═════ RECORD EXTRACTS ═════

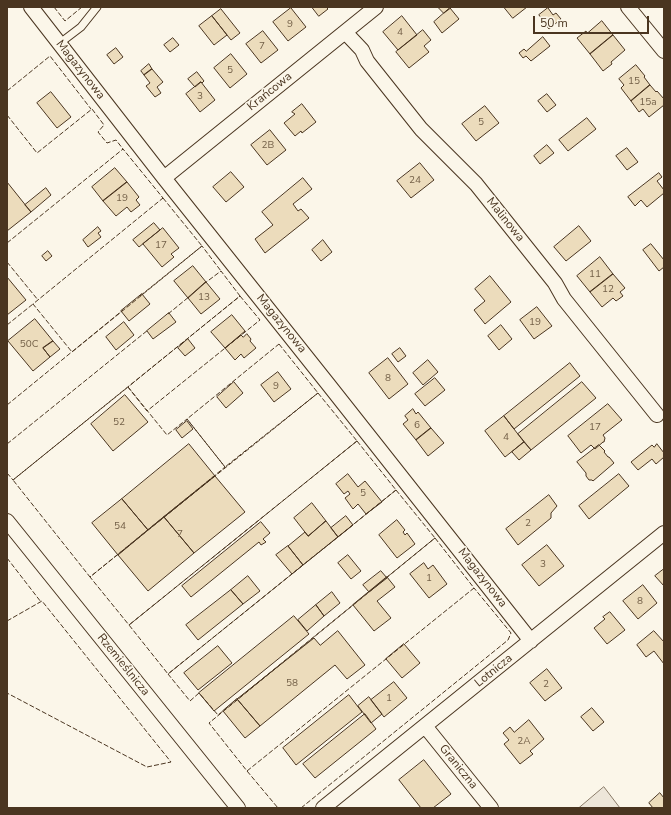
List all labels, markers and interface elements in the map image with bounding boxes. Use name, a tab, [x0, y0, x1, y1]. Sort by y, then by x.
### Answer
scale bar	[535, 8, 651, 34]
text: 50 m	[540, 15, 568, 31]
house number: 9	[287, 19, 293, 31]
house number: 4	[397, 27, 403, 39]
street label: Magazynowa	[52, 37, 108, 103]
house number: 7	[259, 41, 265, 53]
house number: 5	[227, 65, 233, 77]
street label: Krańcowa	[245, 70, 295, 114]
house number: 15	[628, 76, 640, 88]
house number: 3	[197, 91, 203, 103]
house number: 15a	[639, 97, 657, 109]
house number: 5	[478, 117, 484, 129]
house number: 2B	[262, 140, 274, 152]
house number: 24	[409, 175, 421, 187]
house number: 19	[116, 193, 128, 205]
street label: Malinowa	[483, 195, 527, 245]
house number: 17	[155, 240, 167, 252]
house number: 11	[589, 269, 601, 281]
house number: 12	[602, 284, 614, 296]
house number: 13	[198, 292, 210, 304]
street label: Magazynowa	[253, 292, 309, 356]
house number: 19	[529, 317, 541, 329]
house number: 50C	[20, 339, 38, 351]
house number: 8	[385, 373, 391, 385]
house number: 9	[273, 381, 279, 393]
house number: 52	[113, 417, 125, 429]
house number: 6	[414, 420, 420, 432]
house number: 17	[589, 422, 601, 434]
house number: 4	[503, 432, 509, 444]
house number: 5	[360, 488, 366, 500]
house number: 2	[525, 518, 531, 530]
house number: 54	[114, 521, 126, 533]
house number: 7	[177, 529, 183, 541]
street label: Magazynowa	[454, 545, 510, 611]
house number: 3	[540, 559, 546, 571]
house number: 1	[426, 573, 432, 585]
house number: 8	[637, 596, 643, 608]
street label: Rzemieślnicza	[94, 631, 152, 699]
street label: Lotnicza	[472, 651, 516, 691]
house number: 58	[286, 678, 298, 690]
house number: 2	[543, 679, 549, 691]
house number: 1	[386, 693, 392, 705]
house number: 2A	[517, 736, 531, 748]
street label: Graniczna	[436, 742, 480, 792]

═════
═════ RECORD EXTRACTS ═════

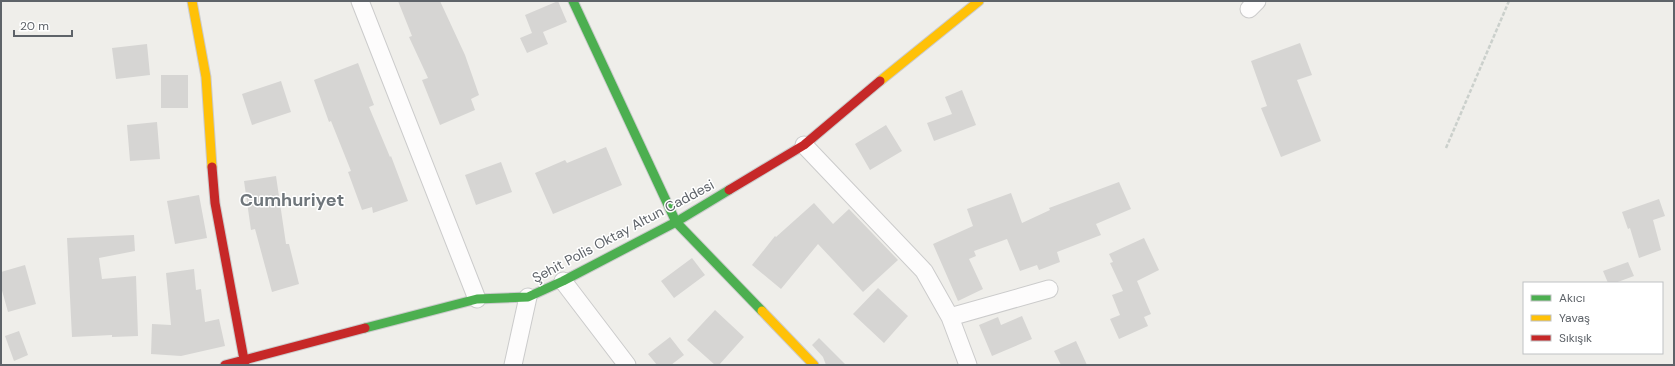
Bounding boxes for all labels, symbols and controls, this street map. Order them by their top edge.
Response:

═════

TASK TO COMPLETE => Wherever "boxes" occurs in the entries above, copy the line it sits on.

OUTPUT FOR THIS EXERCISE =>
List all labels, markers and interface elements in the map image with bounding boxes. Use name, a tab, [x0, y0, x1, y1]. Sort by y, then by x.
Bounding boxes for all labels, symbols and controls, this street map. Order them by their top edge.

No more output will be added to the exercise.